- Work item -
Copy verbatim the block of lines in the entries below whose first line contains "width:45px; height:45px; display:grid;" and whose last line contains "content:''; position:absolute; top:26px;". Leave out all other lines.

- Entries supplied -
________________

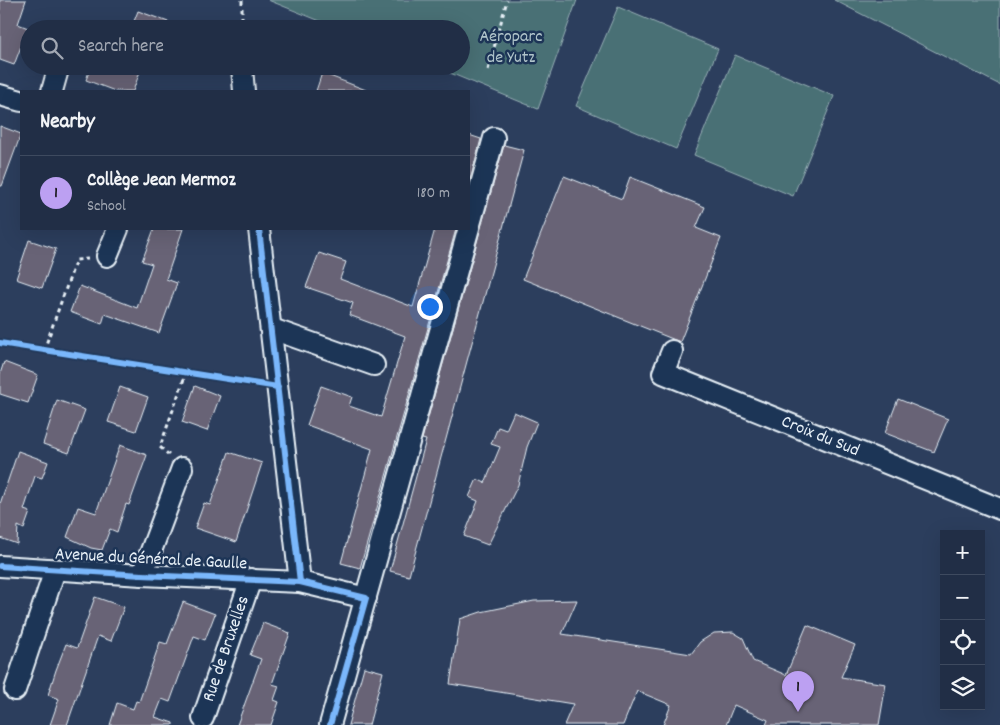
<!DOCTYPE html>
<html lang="en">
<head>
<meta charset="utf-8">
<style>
  :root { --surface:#212e46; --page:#29364d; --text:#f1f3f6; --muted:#a2a8b3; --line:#3e4a5f; --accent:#bca0f2 }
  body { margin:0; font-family:Dekko,sans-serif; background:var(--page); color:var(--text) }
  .controls { position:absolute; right:15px; bottom:15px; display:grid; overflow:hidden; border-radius:0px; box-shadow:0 5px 20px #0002 }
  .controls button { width:45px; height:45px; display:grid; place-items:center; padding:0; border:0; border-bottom:1px solid var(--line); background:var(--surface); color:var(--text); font:25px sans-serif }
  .you { position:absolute; left:429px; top:306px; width:18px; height:18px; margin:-12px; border:4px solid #fff; border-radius:50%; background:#1a73e8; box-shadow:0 0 0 8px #1a73e833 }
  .badge { display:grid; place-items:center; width:32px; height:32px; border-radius:50%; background:var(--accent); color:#111; font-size:16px; font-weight:700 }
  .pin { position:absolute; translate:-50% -41px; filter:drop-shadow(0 1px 2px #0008) }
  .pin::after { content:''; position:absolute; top:26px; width:18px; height:15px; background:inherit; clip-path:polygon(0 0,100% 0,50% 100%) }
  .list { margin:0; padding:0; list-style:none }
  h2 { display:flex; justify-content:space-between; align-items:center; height:65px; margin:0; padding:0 20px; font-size:21px }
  h2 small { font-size:16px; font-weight:400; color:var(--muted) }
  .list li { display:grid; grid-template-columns:32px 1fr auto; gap:15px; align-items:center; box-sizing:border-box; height:75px; padding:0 20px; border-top:1px solid var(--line) }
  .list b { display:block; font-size:19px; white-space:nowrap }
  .list p { margin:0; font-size:16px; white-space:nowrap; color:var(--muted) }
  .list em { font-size:16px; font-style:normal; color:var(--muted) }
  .icon { flex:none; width:28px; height:28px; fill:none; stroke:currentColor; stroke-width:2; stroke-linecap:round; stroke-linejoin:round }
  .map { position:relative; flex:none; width:1000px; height:725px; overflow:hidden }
  .search { position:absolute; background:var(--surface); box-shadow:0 5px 20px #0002; left:20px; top:20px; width:450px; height:55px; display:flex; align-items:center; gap:12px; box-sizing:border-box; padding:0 18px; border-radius:28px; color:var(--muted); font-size:19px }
  .panel { position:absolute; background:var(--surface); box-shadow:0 5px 20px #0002; left:20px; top:90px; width:450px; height:140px; border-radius:0px }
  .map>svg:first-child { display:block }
</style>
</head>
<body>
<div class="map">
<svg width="1000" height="725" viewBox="0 0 1000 725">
  <rect width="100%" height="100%" fill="#2c3e5d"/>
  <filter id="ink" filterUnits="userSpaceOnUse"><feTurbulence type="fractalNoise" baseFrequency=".02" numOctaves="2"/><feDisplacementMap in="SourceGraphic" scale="10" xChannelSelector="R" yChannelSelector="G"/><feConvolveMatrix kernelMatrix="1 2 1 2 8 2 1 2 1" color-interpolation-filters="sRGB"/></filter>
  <g filter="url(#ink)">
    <g fill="#487074" stroke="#98b0b6">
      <path d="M268 0H577L538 109 433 66H461V29H340Z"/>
      <path d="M834 0H1000V85Z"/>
      <path d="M618 7 718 49 676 149 576 106Z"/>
      <path d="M735 55 834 96 793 196 694 155Z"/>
    </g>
    <g fill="#686376" stroke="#e8f1f8">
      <path d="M0 0H26L18 24 28 28 14 65 0 60Z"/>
      <path d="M138 11 182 27V29H131Z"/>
      <path d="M91 66H142L133 91H115L86 80Z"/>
      <path d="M322 73 366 90V91H316Z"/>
      <path d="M0 126 21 134 2 186H0Z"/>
      <path d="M469 135 481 139 469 184Z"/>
      <path d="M504 145 524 150 409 576 390 571 426 440 422 439Z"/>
      <path d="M564 176 622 199 630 177 705 207 696 228 721 238 680 342 523 279Z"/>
      <path d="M154 229H183L166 279 177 283 159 333 105 314 102 324 70 312 80 286 137 308 152 264 142 261Z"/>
      <path d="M435 229H456L360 568 341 563 372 449 307 425 321 386 352 397 349 406 381 417 405 336 349 315 353 303 306 287 319 253 346 262 340 279 413 307Z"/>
      <path d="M29 240 56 249 42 288 16 279Z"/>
      <path d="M4 362 38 375 28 403 0 394V374Z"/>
      <path d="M195 386 220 396 207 431 182 422Z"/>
      <path d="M120 387 148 397 136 431 108 422Z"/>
      <path d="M898 399 948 419 934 452 885 433Z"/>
      <path d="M57 400 85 410 69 453 43 444Z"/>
      <path d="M514 412 537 422 527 447 518 485 488 545 464 536 478 501 469 497 477 479 485 483 500 447 491 444 498 427 506 430Z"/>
      <path d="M120 445 147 455 129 505 126 504 117 532 110 529 102 550 91 548 67 537 78 507 96 513Z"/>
      <path d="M18 451 48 462 42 478 35 476 24 510 30 512 24 529 18 526 17 544 0 538V504Z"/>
      <path d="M229 452 262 463 236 542 195 528 204 503 210 505Z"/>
      <path d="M95 597 124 607 111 641 98 636 67 725H50L59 699 48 695 56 670 66 644 77 648Z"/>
      <path d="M577 600 562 634 691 654 700 642 714 633 733 632 743 638 753 661 786 675 807 625 855 645 841 677 886 684 879 725H766L768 720 734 705 726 725H663L671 705 637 691 623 725H564L573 704 450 684 460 619 481 612 534 601Z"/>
      <path d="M183 602 215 614 205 640 194 636 170 702 162 699 155 717 173 723V725H110L117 703 133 709 136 701 139 702 160 642 167 644Z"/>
      <path d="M263 623 290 633 272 684 279 686 274 700 279 702 271 725H237L261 659 250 655Z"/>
      <path d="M364 667 383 672 369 725H348Z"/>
    </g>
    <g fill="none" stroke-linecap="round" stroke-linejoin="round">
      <g stroke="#e8f1f8" stroke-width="24">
        <g id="minor">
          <path d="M242 68 244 91"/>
          <path d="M52 91 59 66"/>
          <path d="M0 95 21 101"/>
          <path d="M259 229 300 582 366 598"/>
          <path d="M107 256 118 229"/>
          <path d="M272 329 374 365"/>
          <path d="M672 351 663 373 1000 509"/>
          <path d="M0 566 142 575 300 582"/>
          <path d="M142 575 182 468"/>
          <path d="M15 690 55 570"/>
          <path d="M203 718 251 579"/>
          <path d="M330 725 494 138"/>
        </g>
      </g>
      <g stroke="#e8f1f8" stroke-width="3" stroke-dasharray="4 4" stroke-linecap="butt">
        <path d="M242 0V29"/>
        <path d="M488 70 507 0"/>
        <path d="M0 343 259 384"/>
        <path d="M44 350 76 260 88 259"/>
        <path d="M169 455 160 447 186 373"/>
      </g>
      <use href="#minor" stroke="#1d3557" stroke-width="20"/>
      <g stroke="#1d3557" stroke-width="9">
        <g id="cycleway">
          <path d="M259 229 300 582 366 598 330 725"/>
          <path d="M0 343 278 387"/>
          <path d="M0 566 142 575 300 582"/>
        </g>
      </g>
      <use href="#cycleway" stroke="#7ab7fb" stroke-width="6"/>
    </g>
  </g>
  <g text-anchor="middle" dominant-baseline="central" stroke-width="5" stroke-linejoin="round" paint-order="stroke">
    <g font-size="18" fill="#b0c4ca" stroke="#1d3557">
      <text x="511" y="37">Aéroparc<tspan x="511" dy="21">de Yutz</tspan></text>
    </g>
    <g font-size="18" fill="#e8f1f8" stroke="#1d3557">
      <text transform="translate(820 437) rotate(22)">Croix du Sud</text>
      <text transform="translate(151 560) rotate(3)">Avenue du Général de Gaulle</text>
      <text transform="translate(227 649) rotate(-71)">Rue de Bruxelles</text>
    </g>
  </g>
</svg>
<div class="controls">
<button>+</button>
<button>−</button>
<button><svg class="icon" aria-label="locate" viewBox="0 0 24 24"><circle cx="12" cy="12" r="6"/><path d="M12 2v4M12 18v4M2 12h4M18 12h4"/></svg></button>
<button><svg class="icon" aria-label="layers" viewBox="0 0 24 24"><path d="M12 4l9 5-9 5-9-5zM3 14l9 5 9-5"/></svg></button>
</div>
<div class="you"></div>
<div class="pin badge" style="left:798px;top:712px">1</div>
<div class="search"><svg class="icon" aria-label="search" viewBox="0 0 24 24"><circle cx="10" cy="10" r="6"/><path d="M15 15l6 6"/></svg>Search here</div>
<section class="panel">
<h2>Nearby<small></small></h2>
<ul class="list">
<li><span class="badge">1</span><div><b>Collège Jean Mermoz</b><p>School</p></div><em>180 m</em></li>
</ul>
</section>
</div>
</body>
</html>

________________

- Output for this task -
  .controls button { width:45px; height:45px; display:grid; place-items:center; padding:0; border:0; border-bottom:1px solid var(--line); background:var(--surface); color:var(--text); font:25px sans-serif }
  .you { position:absolute; left:429px; top:306px; width:18px; height:18px; margin:-12px; border:4px solid #fff; border-radius:50%; background:#1a73e8; box-shadow:0 0 0 8px #1a73e833 }
  .badge { display:grid; place-items:center; width:32px; height:32px; border-radius:50%; background:var(--accent); color:#111; font-size:16px; font-weight:700 }
  .pin { position:absolute; translate:-50% -41px; filter:drop-shadow(0 1px 2px #0008) }
  .pin::after { content:''; position:absolute; top:26px; width:18px; height:15px; background:inherit; clip-path:polygon(0 0,100% 0,50% 100%) }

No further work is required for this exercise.